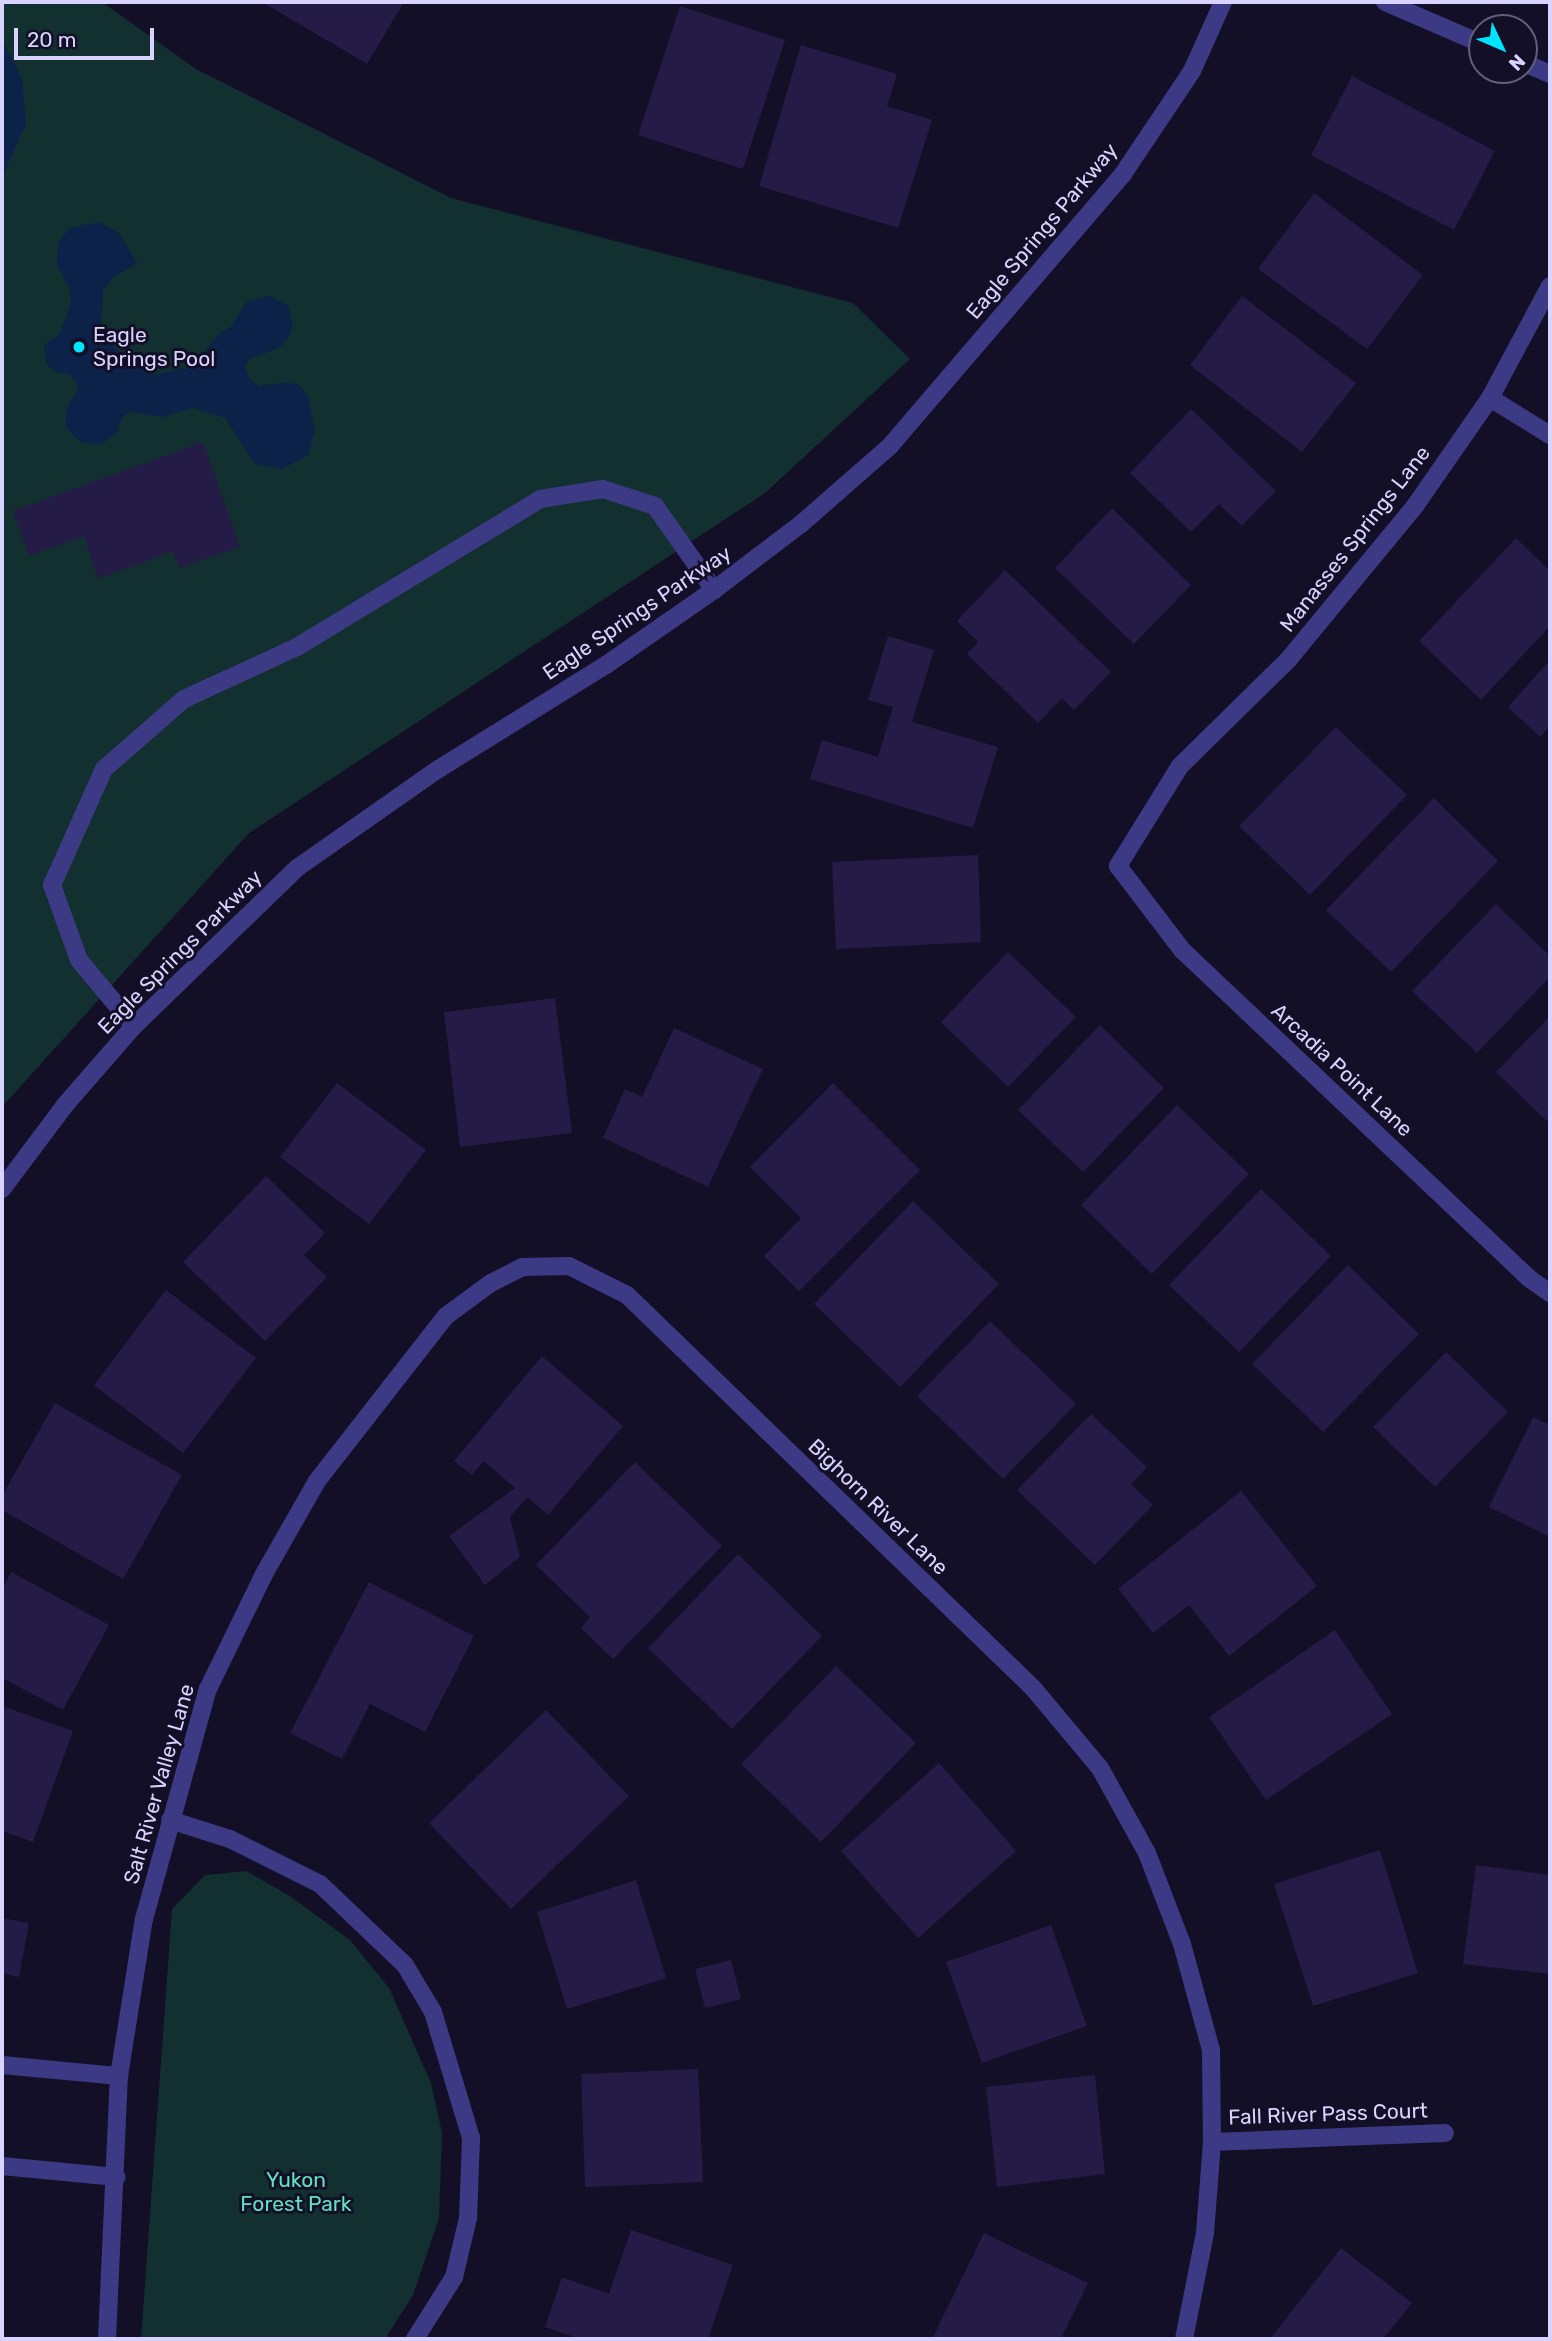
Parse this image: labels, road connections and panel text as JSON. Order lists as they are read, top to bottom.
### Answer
{
  "streets": {
    "street": [
      "Eagle Springs Parkway",
      "Manasses Springs Lane",
      "Arcadia Point Lane",
      "Bighorn River Lane",
      "Salt River Valley Lane",
      "Fall River Pass Court"
    ]
  },
  "crossings": [
    ["Manasses Springs Lane", "Arcadia Point Lane"],
    ["Bighorn River Lane", "Salt River Valley Lane"],
    ["Bighorn River Lane", "Fall River Pass Court"]
  ],
  "parks": ["Yukon Forest Park"],
  "places": ["Eagle Springs Pool"],
  "scale_bar": "20 m",
  "north": "bottom right"
}
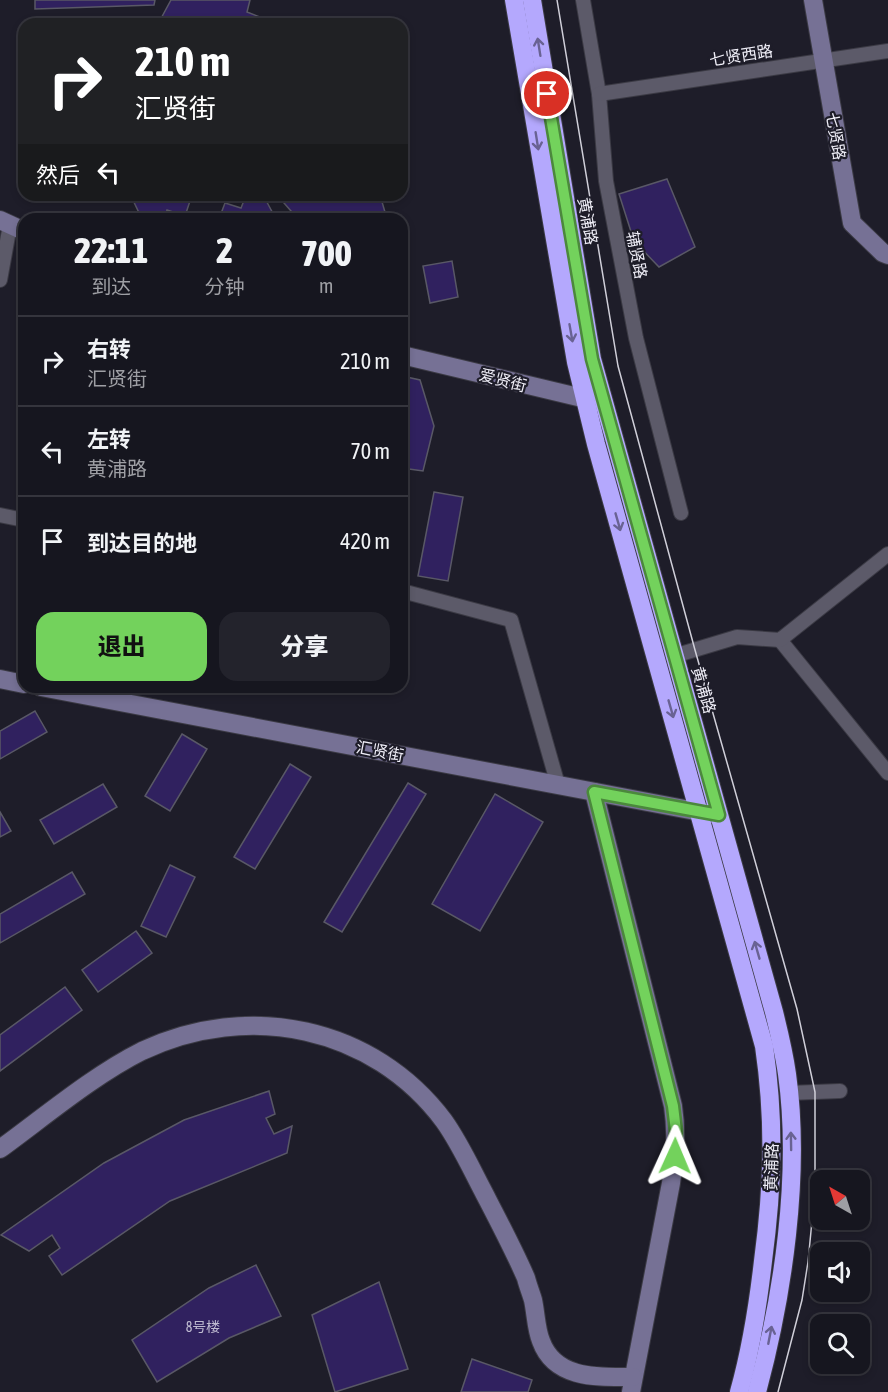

☆ ☆ ☆ ☆

Directions →
Here the job is to print all the entries above exactly, minus the images.

Completed task →
Parse this image: labels, road connections and panel text as JSON. Order lists as they are read, top to bottom.
### Answer
{
  "streets": {
    "street": [
      "Eagle Springs Parkway",
      "Manasses Springs Lane",
      "Arcadia Point Lane",
      "Bighorn River Lane",
      "Salt River Valley Lane",
      "Fall River Pass Court"
    ]
  },
  "crossings": [
    ["Manasses Springs Lane", "Arcadia Point Lane"],
    ["Bighorn River Lane", "Salt River Valley Lane"],
    ["Bighorn River Lane", "Fall River Pass Court"]
  ],
  "parks": ["Yukon Forest Park"],
  "places": ["Eagle Springs Pool"],
  "scale_bar": "20 m",
  "north": "bottom right"
}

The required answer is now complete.